26 May 2021

IPR Court Resolved Case Over Competition Between Porcelain Factory and Manufacturer of Tea Products

The IPR Court upheld the position of the lower courts that there were no grounds for overturning the

Federal Antimonopoly Service refusal to initiate proceedings for violation of antimonopoly legislation.

Despite the porcelain factory’s claims that there was a competitive relationship with the manufacturer of

tea products, the courts found the production of ceramic gift packages of tea with a similar pattern to be an

insufficient condition for establishing competition.


The Gzhel Porcelain Factory filed a lawsuit to invalidate the decision of the Federal Antimonopoly Service

to refuse to initiate proceedings against the company.


The IPR Court upheld the lower courts’ ruling, citing the absence of competitive relations between the

factory and the company manufacturing tea products, which is a key circumstance in unfair competition

cases.


The Federal Antimonopoly Service and the courts reasoned this conclusion by the fact that the factory’s

code under the Russian National Classifier of Types of Economic Activity referred to folk art and crafts

products, and the company’s code referred to the manufacturer of tea and coffee products.


The factory’s position was based on the fact that under the guise of tea trade, there was illegal trade in

pseudo-art products of folk arts and crafts, illegally marked Gzhel, a protected appellation of origin.


The plaintiff concluded so due to the fact that the manufacturer of tea products offers tea in gift ceramic

packaging, called Gzhel handmade teapots and marked with the words “Gzhel” and, “handmade”. The

packages are covered with a blue-and-white painting characteristic of Gzhel and are similar to the factory’s

products.


At the same time, the factory noted that the consumed product is only tea, but not the ceramic teapots, which

have independent value for the consumer as products of folk art and crafts and can be used by themselves.


However, the courts concluded that because of the differences in the commodity markets, the company’s

actions could not be aimed at obtaining advantages over the applicant.

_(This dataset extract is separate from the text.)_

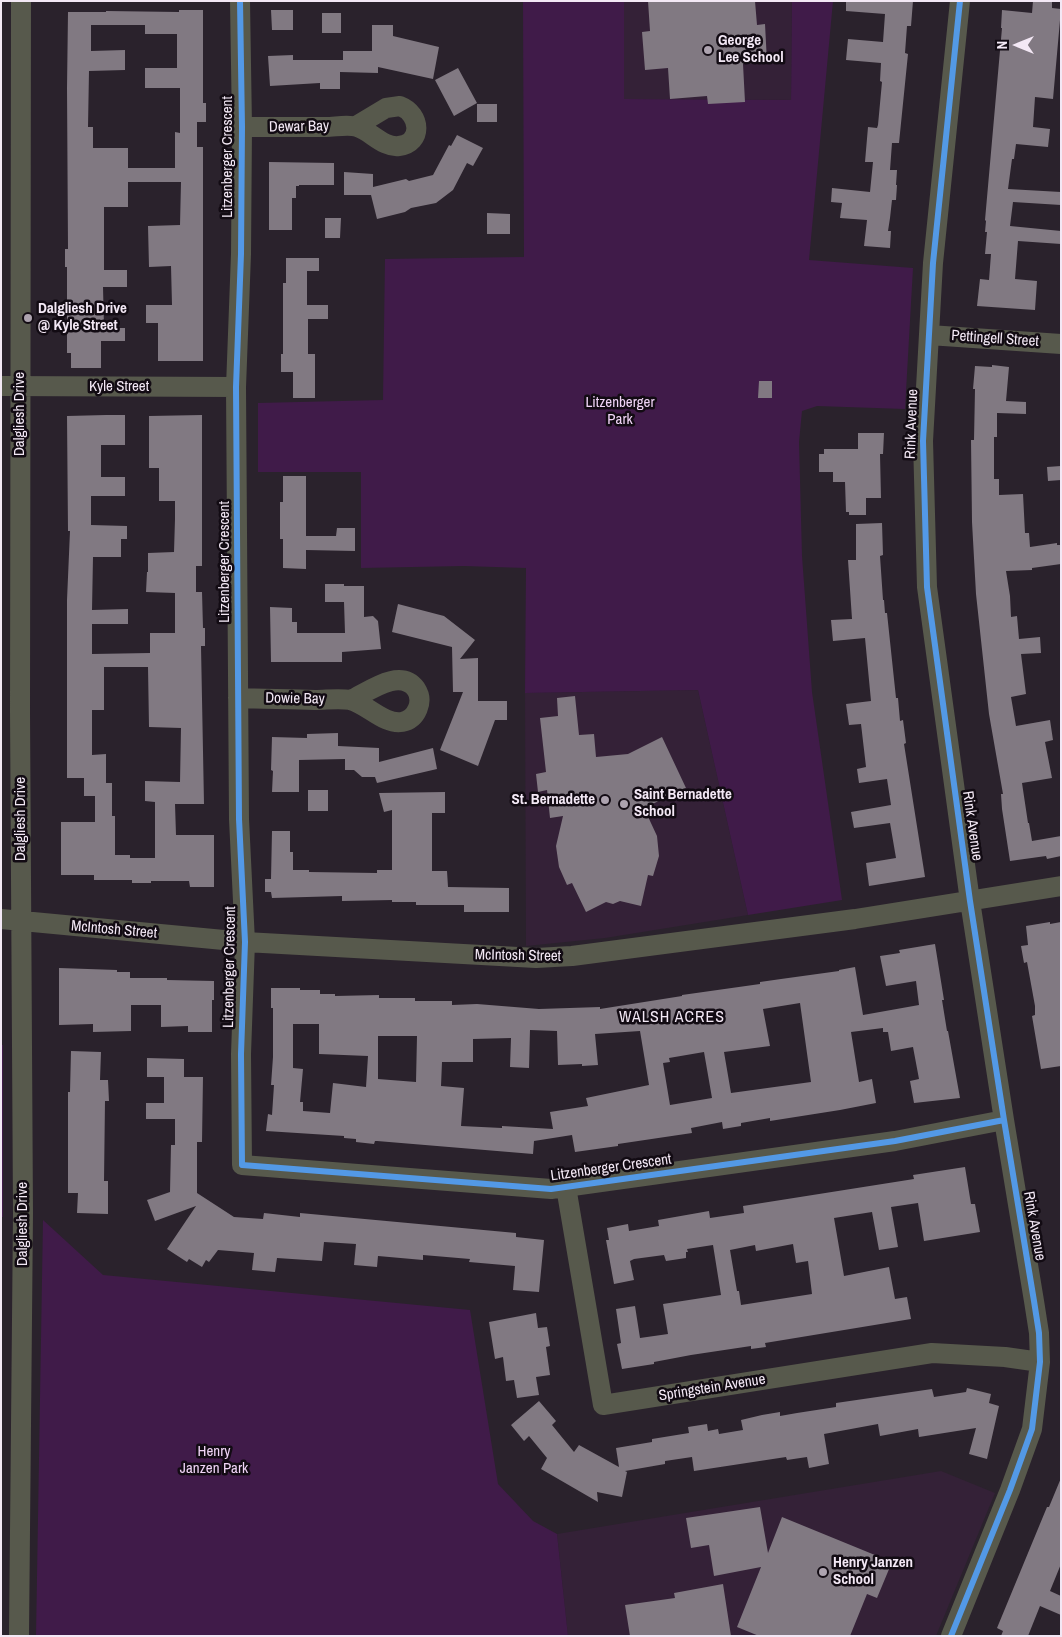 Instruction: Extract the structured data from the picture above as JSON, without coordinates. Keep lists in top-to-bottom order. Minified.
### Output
{"streets":{"street":["Dewar Bay","Litzenberger Crescent","Pettingell Street","Kyle Street","Dalgliesh Drive","Rink Avenue","Dowie Bay","McIntosh Street","Springstein Avenue"]},"crossings":[["Dewar Bay","Litzenberger Crescent"],["Litzenberger Crescent","Kyle Street"],["Litzenberger Crescent","Rink Avenue"],["Litzenberger Crescent","Dowie Bay"],["Litzenberger Crescent","McIntosh Street"],["Litzenberger Crescent","Springstein Avenue"],["Pettingell Street","Rink Avenue"],["Kyle Street","Dalgliesh Drive"],["Dalgliesh Drive","McIntosh Street"],["Rink Avenue","McIntosh Street"],["Rink Avenue","Springstein Avenue"]],"districts":["WALSH ACRES"],"parks":["Litzenberger Park","Henry Janzen Park"],"places":["George Lee School","Dalgliesh Drive @ Kyle Street","St. Bernadette","Saint Bernadette School","Henry Janzen School"],"north":"left"}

Moreover, it had not been proven that

it was the company that produced the packaging in question.


The courts also emphasized that the disputed products were sold in stores that were not a place of sale of

handicrafts.


Sergey Zuykov, the Managing Partner of Zuykov & Partners, Russian Patent Attorney and Eurasian Patent

Attorney comments as follows. In order to identify an act of unfair competition, all signs of paragraph 9 of

Article 4 of the Law on Protection of Competition 3 should exemplify the actions of a business entity. First of

all, there must be competitive relations.


For their establishment, the commercialization of interchangeable products within the boundaries of one

territory is mandatory.


In this case, the goods cannot be recognized as such: the interchangeability is determined on the basis of

functional purpose, application, quality and technical specifications, price and other parameters, but not on

the appearance, design and labeling features.